To do →
The answer is the set of lines that include "center", copied from the data below.

Data extracted from a collection
_ _ _ _ _
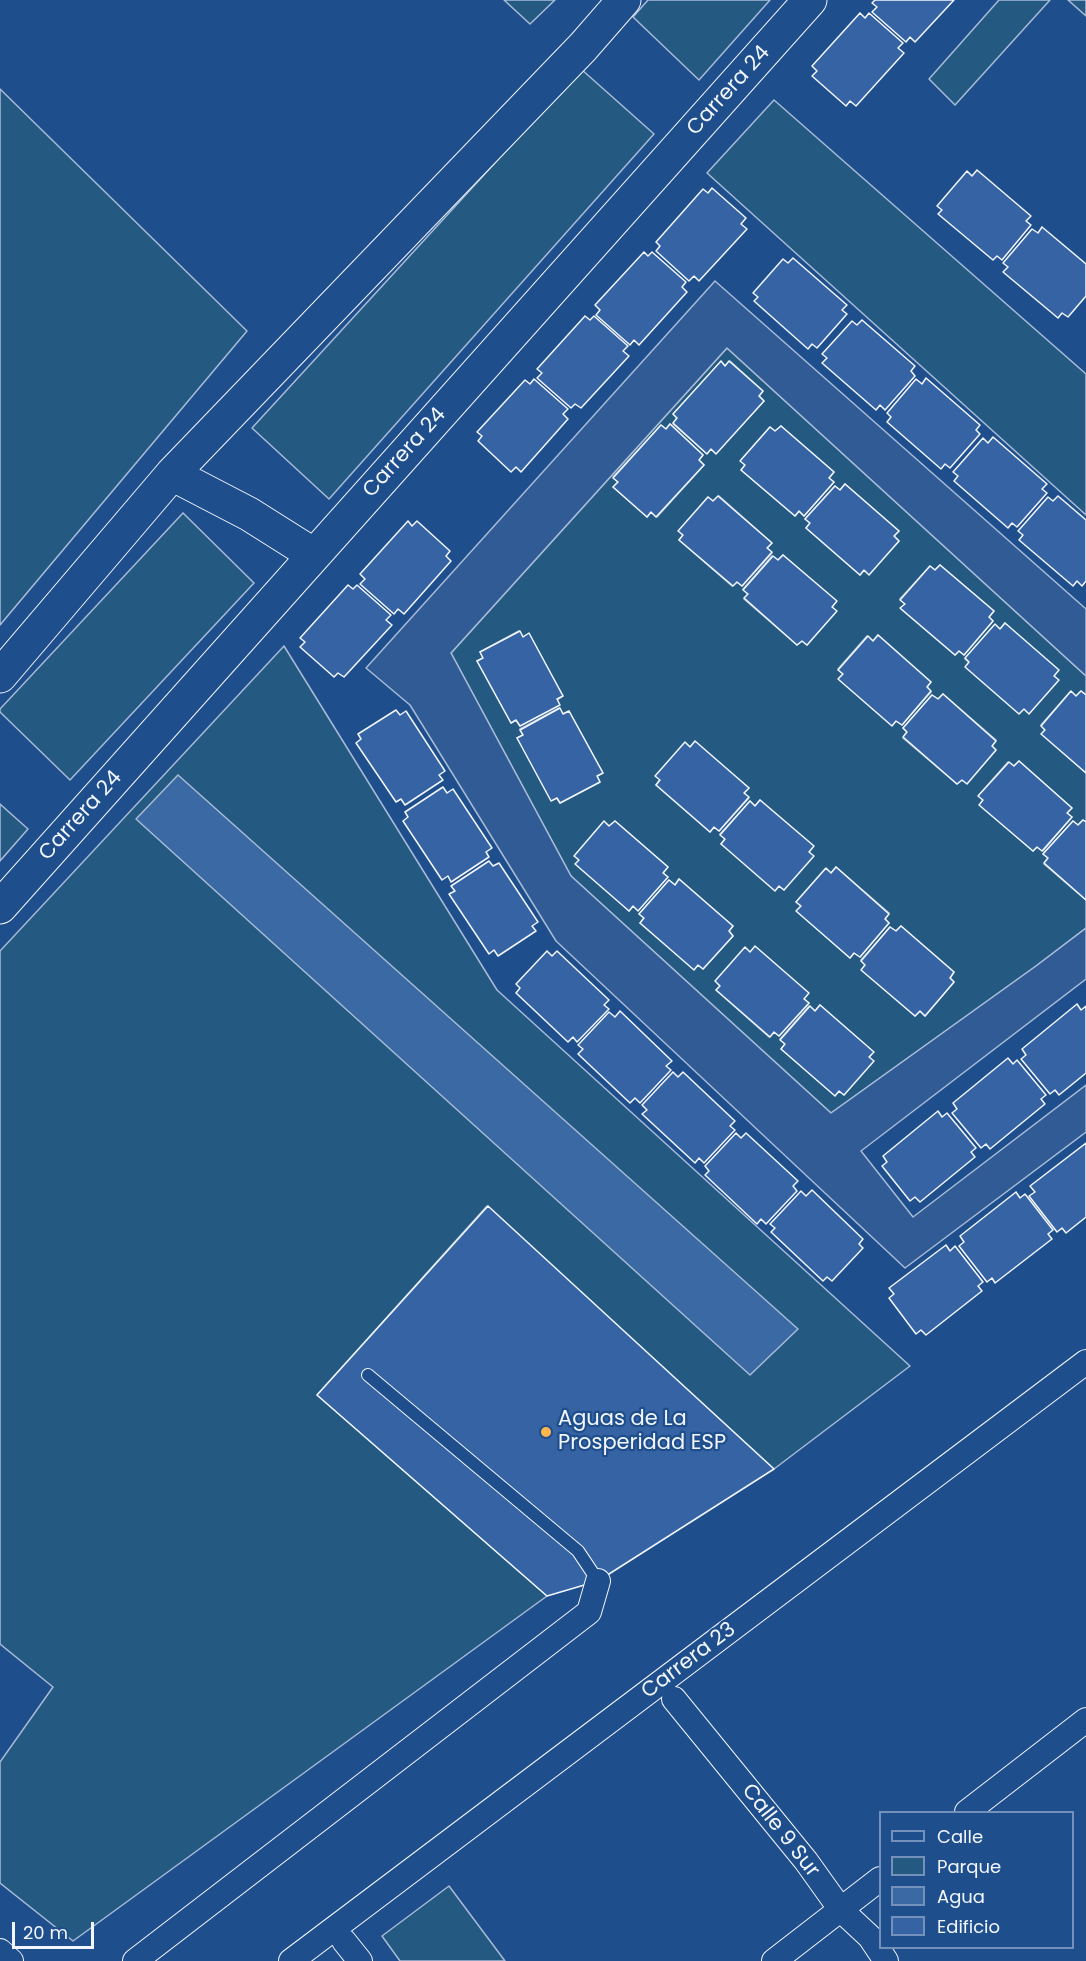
<!DOCTYPE html>
<style>
body{margin:0}
#map{position:relative;width:1086px;height:1961px;overflow:hidden;background:#1f4e8c;font-family:Poppins,sans-serif}
canvas{display:block}
.legend{position:absolute;left:879px;top:1811px;width:195px;height:138px;box-sizing:border-box;background:#1f4e8c;border:2px solid #7391ba;margin:0;padding:8px 10px;list-style:none;font-size:18px;color:#f2f6ff}
.legend li{display:flex;align-items:center;gap:12px;height:30px}
.legend b{width:30px;border:2px solid #7391ba}
.scale{position:absolute;left:12px;top:1922px;width:82px;height:27px;box-sizing:border-box;border:3px solid #f2f6ff;border-top:0;padding-left:8px;font-size:18px;line-height:21px;white-space:nowrap;color:#f2f6ff;-webkit-text-stroke:4px #1f4e8c;paint-order:stroke}
</style>
<div id="map">
<canvas width="1086" height="1961"></canvas>
<ul class="legend">
<li><b style="height:8px;background:#1f4e8c"></b>Calle</li>
<li><b style="height:16px;background:#245a82"></b>Parque</li>
<li><b style="height:16px;background:#3b69a3"></b>Agua</li>
<li><b style="height:16px;background:#3563a3"></b>Edificio</li>
</ul>
<div class="scale">20 m</div>
</div>
<script>
const ctx = document.querySelector('canvas').getContext('2d');
ctx.lineJoin = 'round';
function fillPath(path, color) { ctx.fillStyle = color; ctx.fill(path, 'evenodd'); }
const poly = rows => new Path2D(rows.map(r => 'M' + r).join(''));
function strokePath(path, color, width, dash) { ctx.strokeStyle = color; ctx.lineWidth = width; ctx.lineCap = dash ? 'butt' : 'round'; ctx.setLineDash(dash || []); ctx.stroke(path); }
function drawText(font, color, halo, rows, align = 'center') {
  ctx.font = font + ' Poppins,sans-serif'; ctx.lineWidth = 4.5; ctx.setLineDash([]); ctx.textBaseline = 'middle'; ctx.strokeStyle = halo; ctx.fillStyle = color; for (const [text, x, y, turn = 0] of rows) {
    ctx.save(); ctx.translate(x, y); ctx.rotate((+turn || 0) * Math.PI / 180); ctx.textAlign = isNaN(turn) ? turn : align; if (halo) ctx.strokeText(text, 0, 0); ctx.fillText(text, 0, 0); ctx.restore();
  }
}
const green = poly([
 [504,0,555,0,530,24,504,0],
 [648,0,770,0,699,80,633,17,648,0],
 [999,0,1050,0,955,105,929,79,999,0],
 [1068,0,1086,0,1086,16,1068,0],
 [581,69,654,134,329,499,252,428,581,69],
 [0,89,247,331,0,625,0,89],
 [774,100,1086,374,1086,515,707,173,774,100],
 [727,348,1086,676,1086,695,1081,691,1076,696,1070,692,1041,725,1045,730,1042,734,1086,773,1086,822,1083,820,1078,825,1073,821,1043,854,1048,858,1044,864,1086,900,1086,928,1036,966,831,1113,571,876,451,653,727,348],
 [730,361,763,391,759,396,764,401,716,453,711,449,706,453,673,424,677,418,673,414,721,362,725,366,730,361],
 [670,424,703,455,699,460,704,465,657,517,651,512,647,517,613,487,618,482,613,477,661,425,666,429,670,424],
 [781,426,834,472,829,478,834,482,804,516,799,511,795,516,741,470,745,465,741,460,770,427,775,431,781,426],
 [845,484,899,531,894,536,899,541,869,574,864,570,860,575,806,528,810,523,805,519,835,486,840,490,845,484],
 [719,496,772,543,767,548,772,553,742,586,737,582,732,586,679,540,683,535,679,531,708,497,713,501,719,496],
 [783,555,836,601,832,607,836,611,807,645,802,641,797,645,744,599,748,594,743,589,772,556,778,560,783,555],
 [940,565,994,611,989,617,993,621,964,655,959,651,955,655,901,609,905,604,900,599,930,566,935,570,940,565],
 [1005,623,1058,680,1029,713,965,659,995,625,1000,629,1005,623],
 [519,631,523,637,529,634,563,696,520,726,516,720,511,723,477,661,483,658,480,652,519,631],
 [878,635,931,682,927,687,931,692,902,725,896,721,892,725,839,678,843,674,838,669,867,636,873,641,878,635],
 [943,694,996,740,992,746,996,750,967,783,962,780,957,784,903,738,907,732,903,728,932,695,938,699,943,694],
 [559,708,563,714,569,711,603,773,597,776,600,782,560,803,517,738,523,735,520,729,559,708],
 [695,742,749,788,744,793,749,798,719,831,714,827,710,832,656,785,685,743,690,747,695,742],
 [1019,761,1072,808,1067,813,1072,817,1043,851,1037,847,1033,851,980,805,983,800,979,795,1008,762,1014,766,1019,761],
 [760,800,813,846,784,890,721,844,725,839,720,834,750,801,755,806,760,800],
 [615,821,668,867,663,873,668,877,638,910,633,906,629,911,575,856,604,822,609,826,615,821],
 [836,867,889,913,885,919,889,923,860,957,854,953,850,958,797,911,801,906,796,902,825,869,831,873,836,867],
 [679,879,733,926,729,931,733,936,703,969,698,965,694,969,640,923,644,918,639,914,669,880,675,885,679,879],
 [901,926,954,972,950,978,954,982,925,1016,920,1011,915,1016,862,970,865,965,861,960,890,927,896,931,901,926],
 [745,948,809,1003,779,1036,774,1032,769,1037,716,990,720,986,716,981,745,948],
 [820,1005,873,1052,844,1095,839,1091,835,1095,781,1049,785,1044,780,1039,809,1006,815,1011,820,1005],
 [183,513,254,583,70,780,0,712,0,709,183,513],
 [284,646,497,990,910,1366,774,1469,487,1206,317,1395,547,1596,73,1941,0,1883,0,1762,53,1687,0,1644,0,951,284,646],
 [0,804,28,829,0,861,0,804],
 [449,1886,505,1961,400,1961,382,1936,449,1886]
]);
const parking = poly([
 [715,281,1086,609,1086,676,727,348,451,653,571,876,831,1113,1036,966,1086,928,1086,979,861,1151,913,1217,1086,1085,1086,1132,905,1268,556,941,410,705,366,668,715,281]
]);
const water = poly([
 [178,775,798,1329,750,1375,136,819,178,775]
]);
const building = poly([
 [875,0,954,0,915,42,910,37,906,42,872,12,877,7,872,3,875,0],
 [860,13,865,18,869,13,903,43,898,48,904,53,856,106,850,101,846,106,812,76,817,71,812,66,860,13],
 [977,170,1031,216,1026,221,1031,225,1002,260,997,256,993,260,938,214,942,210,937,206,967,171,972,176,977,170],
 [712,188,746,218,741,224,747,229,699,281,694,276,689,281,656,251,660,246,656,242,703,189,708,193,712,188],
 [1042,227,1086,264,1086,296,1068,317,1062,313,1058,318,1003,272,1008,267,1003,263,1032,229,1038,233,1042,227],
 [644,252,648,256,652,252,686,282,682,287,687,292,639,345,634,340,630,345,596,315,600,310,595,305,644,252],
 [793,258,847,305,842,310,847,314,817,348,812,344,808,349,754,301,758,297,753,293,783,259,788,263,793,258],
 [585,316,590,320,594,316,628,346,623,351,629,356,581,408,575,404,571,408,537,378,542,373,537,369,585,316],
 [862,320,915,366,911,371,915,376,885,410,880,405,876,410,822,363,827,358,822,354,852,321,857,325,862,320],
 [721,361,725,366,729,361,763,391,759,396,764,401,716,454,711,449,707,454,673,423,677,418,673,414,721,361],
 [926,378,980,425,976,430,980,434,950,468,945,464,941,469,887,422,891,417,887,413,916,379,922,384,926,378],
 [534,379,568,409,563,414,568,419,521,472,516,467,511,472,478,441,482,436,477,432,525,380,530,384,534,379],
 [670,424,703,455,699,460,704,465,656,517,651,512,647,517,613,487,618,482,613,478,661,425,666,429,670,424],
 [781,426,834,472,829,478,834,482,804,516,799,511,795,516,741,470,745,465,740,461,770,427,775,431,781,426],
 [993,437,1047,484,1042,489,1047,493,1017,527,1012,523,1008,528,954,481,958,476,953,472,983,438,988,443,993,437],
 [845,484,899,531,894,536,899,541,869,575,864,570,860,575,806,528,810,523,805,519,835,486,840,490,845,484],
 [718,496,772,543,767,548,772,552,742,586,737,582,733,586,679,540,683,535,678,531,708,497,713,501,718,496],
 [1058,496,1086,520,1086,581,1082,586,1077,581,1073,586,1019,540,1023,535,1018,531,1048,497,1053,501,1058,496],
 [408,521,412,526,417,521,450,551,446,556,451,561,404,614,398,609,394,614,360,584,365,579,360,574,408,521],
 [783,555,837,601,832,607,837,611,807,645,802,641,797,645,744,598,748,594,743,590,773,556,778,560,783,555],
 [940,565,994,611,989,617,993,621,964,655,959,651,955,655,900,608,905,604,900,600,930,566,935,570,940,565],
 [348,585,353,589,357,585,391,615,386,620,392,625,344,677,338,673,334,677,300,647,305,642,300,638,348,585],
 [1005,623,1059,670,1054,676,1059,680,1029,714,1024,709,1019,714,965,667,969,662,965,658,995,624,1000,629,1005,623],
 [520,631,523,637,529,633,563,696,557,699,560,705,520,726,516,720,511,723,477,661,483,658,480,652,520,631],
 [878,635,931,682,927,687,931,691,902,725,896,721,892,726,838,679,843,674,838,670,868,636,873,641,878,635],
 [1071,691,1076,696,1081,691,1086,695,1086,773,1041,734,1045,730,1041,726,1071,691],
 [943,694,996,741,992,746,996,750,967,784,962,780,957,784,903,737,907,732,903,728,932,695,938,699,943,694],
 [560,708,563,714,569,711,603,773,597,776,600,782,560,803,557,798,551,801,517,738,523,735,520,730,560,708],
 [396,710,400,715,406,711,445,771,439,775,443,780,405,805,401,799,396,802,356,743,361,739,358,734,396,710],
 [695,741,749,788,744,793,749,797,719,831,714,827,710,832,656,785,660,780,655,776,685,742,690,747,695,741],
 [1019,761,1072,808,1067,813,1072,817,1042,851,1037,847,1033,851,979,805,983,800,978,796,1009,762,1014,766,1019,761],
 [443,787,447,793,453,789,492,848,486,852,489,857,451,882,448,876,442,880,403,821,408,817,405,812,443,787],
 [760,800,814,846,809,852,814,856,784,890,779,886,775,891,721,844,725,839,720,835,750,801,755,806,760,800],
 [1083,820,1086,822,1086,900,1044,863,1048,858,1043,854,1073,821,1078,825,1083,820],
 [604,821,609,826,615,821,668,867,663,873,668,877,638,911,633,906,629,911,575,864,579,860,574,856,604,821],
 [489,861,493,866,499,863,538,922,532,926,536,931,498,956,494,950,489,954,449,894,455,891,451,886,489,861],
 [836,867,889,914,885,919,889,923,860,957,854,953,850,958,796,911,801,906,796,902,826,868,831,873,836,867],
 [679,879,733,926,729,931,733,936,703,969,698,965,694,970,640,923,644,918,639,914,669,880,675,885,679,879],
 [901,926,954,972,950,978,954,982,925,1016,920,1011,915,1016,861,970,865,965,861,961,890,927,896,931,901,926],
 [755,946,809,993,804,999,809,1003,779,1036,774,1032,770,1037,716,990,720,986,715,981,745,947,750,952,755,946],
 [547,951,552,956,557,951,609,1000,604,1005,609,1009,577,1042,573,1037,568,1042,516,993,520,988,516,984,547,951],
 [1077,1004,1081,1010,1086,1006,1086,1073,1059,1095,1055,1090,1050,1094,1021,1059,1026,1055,1022,1049,1077,1004],
 [820,1005,874,1052,869,1057,874,1061,844,1095,839,1091,835,1096,781,1049,785,1044,780,1040,810,1006,815,1011,820,1005],
 [620,1011,672,1061,666,1066,671,1070,640,1103,635,1098,630,1103,578,1054,583,1049,578,1045,609,1012,615,1017,620,1011],
 [1008,1058,1013,1064,1017,1060,1046,1095,1041,1099,1045,1104,990,1149,986,1144,981,1148,952,1113,957,1109,953,1103,1008,1058],
 [673,1072,678,1077,683,1072,735,1121,730,1126,735,1130,704,1163,699,1158,695,1163,642,1114,647,1110,642,1105,673,1072],
 [938,1111,942,1117,947,1113,976,1148,971,1152,975,1157,920,1202,915,1197,910,1201,882,1166,887,1162,883,1156,938,1111],
 [736,1133,741,1138,746,1133,798,1181,793,1186,797,1191,766,1224,761,1219,757,1224,705,1175,709,1171,705,1166,736,1133],
 [1086,1143,1086,1217,1066,1233,1062,1228,1057,1232,1029,1196,1035,1192,1030,1186,1086,1143],
 [812,1190,863,1239,859,1244,863,1248,832,1281,827,1277,823,1281,771,1232,775,1228,770,1224,801,1191,806,1196,812,1190],
 [1016,1192,1020,1198,1025,1194,1053,1230,1048,1234,1052,1239,995,1283,992,1278,987,1282,959,1246,964,1242,960,1236,1016,1192],
 [488,1206,774,1469,598,1581,547,1596,317,1395,488,1206],
 [946,1245,950,1251,955,1246,983,1282,978,1286,982,1291,926,1335,921,1330,916,1334,889,1298,894,1294,889,1288,946,1245]
]);
const lane = poly([
 [368,1375,578,1551,598,1581]
]);
const street = poly([
 [674,1699,806,1861,841,1910,870,1937,886,1961],
 [967,1812,1086,1720],
 [344,1941,360,1961],
 [0,1951,11,1961],
 [135,1961,589,1612,598,1581],
 [291,1961,1086,1362],
 [774,1961,880,1879]
]);
const secondary = poly([
 [172,474,249,514,314,555],
 [0,676,172,474,583,47,624,0],
 [0,907,810,0]
]);
const markers = [
 [546,1432,6,"#ffb74d"]
];
const streetNames = [
 ["Carrera 24",729,91,-48],
 ["Carrera 24",405,453,-48],
 ["Carrera 24",81,816,-48],
 ["Carrera 23",689,1661,-37],
 ["Calle 9 Sur",780,1831,52]
];
const poiNames = [
 ["Aguas de La",558,1420],
 ["Prosperidad ESP",558,1444]
];
fillPath(green, '#245a82');
strokePath(green, '#a8bbd7', 1.5);
fillPath(parking, '#305b95');
strokePath(parking, '#a8bbd7', 1.5);
fillPath(water, '#3b69a3');
strokePath(water, '#a8bbd7', 1.5);
fillPath(building, '#3563a3');
strokePath(building, '#f2f6ff', 1.5);
strokePath(lane, '#f2f6ff', 14);
strokePath(street, '#f2f6ff', 26);
strokePath(secondary, '#f2f6ff', 35);
strokePath(lane, '#1f4e8c', 12);
strokePath(street, '#1f4e8c', 24);
strokePath(secondary, '#1f4e8c', 33);
for (const [x, y, r, color] of markers) { const dot = new Path2D(); dot.arc(x, y, r, 0, 2 * Math.PI); ctx.fillStyle = color; ctx.fill(dot); strokePath(dot, '#1f4e8c', 2); }
drawText('21px', '#f2f6ff', '#1f4e8c', streetNames);
drawText('21px', '#f2f6ff', '#1f4e8c', poiNames, 'left');
</script>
_ _ _ _ _
Answer to this problem →
.legend li{display:flex;align-items:center;gap:12px;height:30px}
function drawText(font, color, halo, rows, align = 'center') {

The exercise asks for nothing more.